Data under study

____

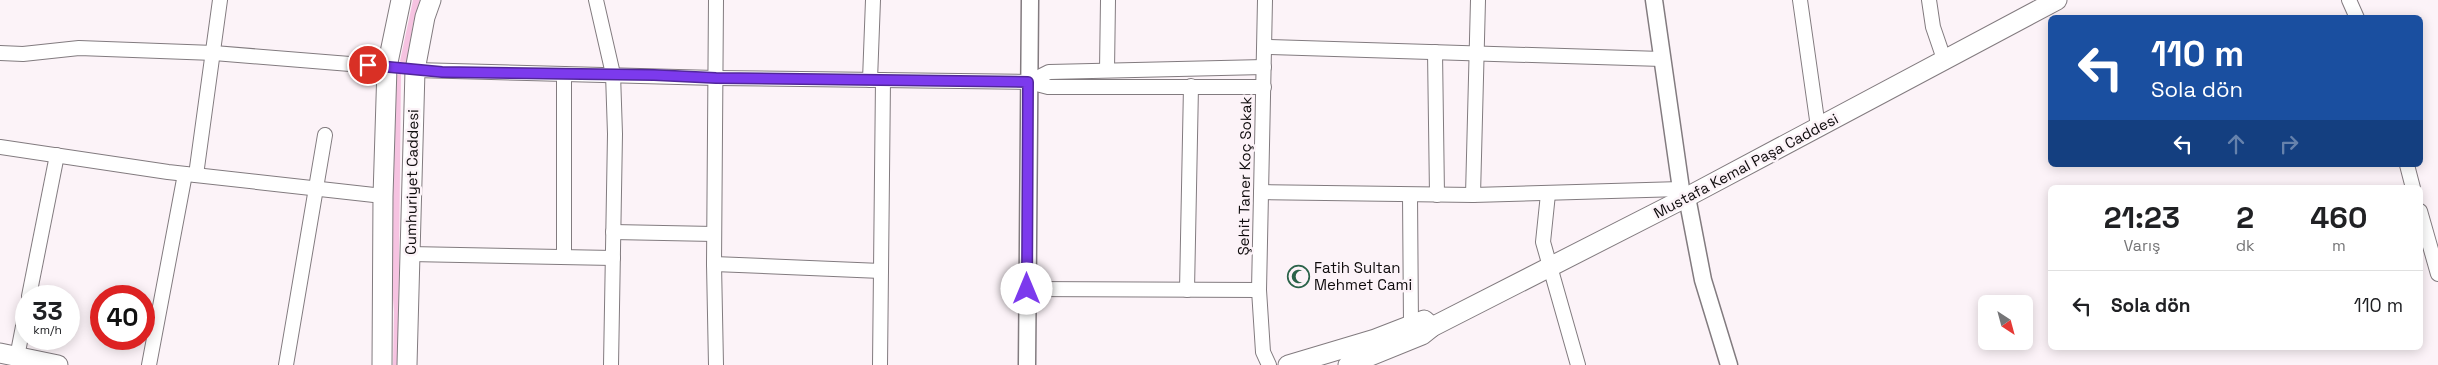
<!DOCTYPE html>
<html lang="tr">
<meta charset="utf-8">
<style>
body{margin:0;font-family:"Space Grotesk",sans-serif;background:#f2f2f2;color:#202124;height:100vh;display:flex;flex-direction:column;font-size:19px;white-space:nowrap}
*{box-sizing:border-box;margin:0}
p{font-size:16px;color:#757577}
.icon{flex:none;width:28px;height:28px;fill:none;stroke:currentColor;stroke-width:2;stroke-linecap:round;stroke-linejoin:round}
.map{position:relative;flex:1;overflow:hidden}
.details{position:absolute;left:2048px;top:185px;width:375px;height:165px;display:flex;flex-direction:column;background:#fff;border-radius:8px;box-shadow:0 2px 12px #0003}
.details>*{flex:none}
.guide{position:absolute;left:2048px;top:15px;width:375px;height:152px;border-radius:8px;box-shadow:0 2px 12px #0003;background:#1a4fa0;color:#fff;overflow:hidden}
.needle{width:32px;rotate:144deg}
.tools{position:absolute;left:1978px;top:295px;display:grid;gap:10px}
.tools a{display:grid;place-items:center;width:55px;height:55px;border-radius:8px;background:#fff;box-shadow:0 2px 12px #0003;font-size:25px}
.speed{position:absolute;left:15px;top:285px;display:flex;gap:10px;font-size:25px;font-weight:700;text-align:center}
.speed>*{display:grid;place-content:center;width:65px;height:65px;border-radius:50%;background:#fff;box-shadow:0 2px 12px #0003;line-height:1}
.speed small{font-size:12px;font-weight:400}
.speed .limit{border:8px solid #d22;background:#fff;color:#111}
.pin{position:absolute;display:grid;place-items:center;width:42px;height:42px;color:#fff;margin:-21px;border:2px solid #fff;border-radius:50%;box-shadow:0 1px 5px #0007}
.me{position:absolute;width:55px;margin:-28px;rotate:0deg;stroke-linejoin:round;filter:drop-shadow(0 0 4px #0008)}
.turn{display:flex;align-items:center;gap:18px;height:105px;padding:0 20px;font-size:22px}
.turn .icon{width:65px;height:65px;stroke-width:2.5}
.turn b{display:block;font-size:35px;line-height:42px}
.lanes{display:flex;align-items:center;height:48px;padding:0 20px;background:#0003;justify-content:center;gap:25px;direction:ltr}
.lanes .off{opacity:.35}
.eta{display:flex;justify-content:space-evenly;align-items:center;height:85px;text-align:center}
.eta b{font-size:30px;font-weight:600;line-height:35px}
ul{padding:0;list-style:none}
li{display:flex;align-items:center;gap:15px;height:70px;padding:0 20px;border-top:1px solid #e0e0e0}
li div{flex:1}
li b{display:block;font-size:19px}
li em{font-style:normal}
.map>svg:first-child{display:block}
.green{fill:#f6c3e1}
.lines{fill:none;stroke-linecap:round;stroke-linejoin:round}
.minor-casing{stroke:#827b7f;stroke-width:16}
.tertiary-casing{stroke:#827b7f;stroke-width:19}
.secondary-casing{stroke:#827b7f;stroke-width:21}
.minor{stroke:#fff;stroke-width:14}
.tertiary{stroke:#fff;stroke-width:16}
.secondary{stroke:#fff;stroke-width:19}
.route-casing{stroke:#51269a;stroke-width:12}
.route{stroke:#7c3aed;stroke-width:9}
.labels{text-anchor:middle;stroke-width:5;stroke-linejoin:round;paint-order:stroke}
.street-label{font-size:15px;fill:#0e0b0c;stroke:#fcf3f8}
.poi-label{font-size:15px;fill:#0e0b0c;stroke:#fcf3f8;text-anchor:start}
</style>
<div class="map">
<svg width="2438" height="365" viewBox="0 0 2438 365">
<rect width="100%" height="100%" fill="#fcf3f8"/>
<g class="green">
<polygon points="413,0 420,0 413,24 407,63 402,64 400,61"/>
<polygon points="401,73 398,365 393,365 394,312 391,271 394,76"/>
</g>
<g class="lines">
<defs>
<g id="minor">
<polyline points="596,0 613,74 615,134 611,365"/>
<polyline points="1265,0 1259,290 1263,352 1269,365"/>
<polyline points="1800,0 1818,127"/>
<polyline points="1929,0 1933,27 1945,62"/>
<polyline points="2349,0 2357,18"/>
<polyline points="1266,47 1662,59"/>
<polyline points="1435,52 1437,195"/>
<polyline points="0,53 23,54 79,48 214,53 387,67"/>
<polyline points="415,70 716,78 1029,82"/>
<polyline points="1107,70 1108,0"/>
<polyline points="564,74 564,257"/>
<polyline points="870,80 873,0"/>
<polyline points="1264,87 1048,87 1029,82 1049,72 1264,67"/>
<polyline points="0,147 168,172 383,196"/>
<polyline points="2407,165 2413,188"/>
<polyline points="196,175 220,0"/>
<polyline points="1261,192 1473,195 1681,189"/>
<polyline points="1548,194 1543,242 1578,365"/>
<polyline points="1410,195 1411,325"/>
<polyline points="1473,195 1478,0"/>
<polyline points="2420,211 2438,274"/>
<polyline points="613,232 714,234"/>
<polyline points="410,254 613,258"/>
<polyline points="714,264 881,271"/>
<polyline points="1027,289 1259,290"/>
<polyline points="1187,290 1191,86"/>
<polyline points="29,296 57,155"/>
<polyline points="17,357 26,311"/>
<polyline points="149,365 185,174"/>
<polyline points="286,365 325,135"/>
<polyline points="716,365 714,264 716,0"/>
<polyline points="880,365 883,80"/>
</g>
<g id="tertiary">
<polyline points="1654,0 1681,189 1687,197 1703,280 1729,365"/>
<polyline points="1027,365 1030,0"/>
</g>
<g id="secondary">
<polyline points="0,353 58,365"/>
<polyline points="382,365 383,196 387,67 401,0"/>
<polyline points="407,365 415,70 425,17 431,0"/>
<polyline points="1288,365 1375,339 1424,320 1432,327"/>
<polyline points="1348,365 1422,335 1432,327 1687,197 2057,0"/>
</g>
</defs>
<use href="#minor" class="minor-casing"/>
<use href="#tertiary" class="tertiary-casing"/>
<use href="#secondary" class="secondary-casing"/>
<use href="#minor" class="minor"/>
<use href="#tertiary" class="tertiary"/>
<use href="#secondary" class="secondary"/>
</g>
<g class="lines">
<defs>
<polyline id="route" points="368,65 442,72 654,75 716,78 1028,82 1027,289"/>
</defs>
<use href="#route" class="route-casing"/>
<use href="#route" class="route"/>
</g>
<defs>
<symbol id="mosque-ring" viewBox="-11 -11 22 22"><circle r="9.5" fill="#fcf3f8" stroke="#2b634a" stroke-width="1.5"/><path d="M3.5-4.9A6 6 0 1 0 3.5 4.9A5 5 0 1 1 3.5-4.9Z" fill="#2b634a"/></symbol>
</defs>
<g fill-rule="evenodd">
<use href="#mosque-ring" x="1286" y="264" width="25" height="25"/>
</g>
<g class="labels">
<g class="street-label">
<text transform="translate(1746 166) rotate(-28)" y="5">Mustafa Kemal Paşa Caddesi</text>
<text transform="translate(1245 176) rotate(-89)" y="5">Şehit Taner Koç Sokak</text>
<text transform="translate(412 182) rotate(-89)" y="5">Cumhuriyet Caddesi</text>
</g>
<g class="poi-label">
<text x="1314" y="273">Fatih Sultan<tspan x="1314" dy="17">Mehmet Cami</tspan></text>
</g>
</g>
</svg>
<div class="tools">
<a><svg class="needle" viewBox="-14 -14 28 28"><path d="M0-13l5 13h-10z" fill="#e53935"/><path d="M0 13l5-13h-10z" fill="#757577"/></svg></a>
</div>
<div class="speed"><div>33<small>km/h</small></div><div class="limit">40</div></div>
<div class="pin" style="left:368px;top:65px;background:#d93025"><svg class="icon" aria-label="arrive" viewBox="0 0 24 24"><path d="M6 21V4h12l-3 4 3 4H6"/></svg></div>
<svg class="me" style="left:1027px;top:289px" viewBox="-20 -20 40 40"><circle r="19" fill="#fff"/><path d="M0-13L10 11 0 6-10 11z" fill="#7c3aed"/></svg>
<div class="guide">
<div class="turn"><svg class="icon" aria-label="left" viewBox="0 0 24 24"><path d="M17 20v-9H6M10 6l-5 5 5 5"/></svg><div><b>110 m</b>Sola dön</div></div>
<div class="lanes"><svg class="icon" aria-label="left" viewBox="0 0 24 24"><path d="M17 20v-9H6M10 6l-5 5 5 5"/></svg><svg class="icon off" aria-label="ahead" viewBox="0 0 24 24"><path d="M12 20V5M6 11l6-6 6 6"/></svg><svg class="icon off" aria-label="right" viewBox="0 0 24 24"><path d="M7 20v-9h11M14 6l5 5-5 5"/></svg></div>
</div>
<section class="details">
<div class="eta">
<div><b>21:23</b><p>Varış</p></div>
<div><b>2</b><p>dk</p></div>
<div><b>460</b><p>m</p></div>
</div>
<ul>
<li><svg class="icon" aria-label="left" viewBox="0 0 24 24"><path d="M17 20v-9H6M10 6l-5 5 5 5"/></svg><div><b>Sola dön</b></div><em>110 m</em></li>
</ul>
</section>
</div>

____

Work required
Copy out all lines above that include the string "secondary".

Solution to this problem
.secondary-casing{stroke:#827b7f;stroke-width:21}
.secondary{stroke:#fff;stroke-width:19}
<g id="secondary">
<use href="#secondary" class="secondary-casing"/>
<use href="#secondary" class="secondary"/>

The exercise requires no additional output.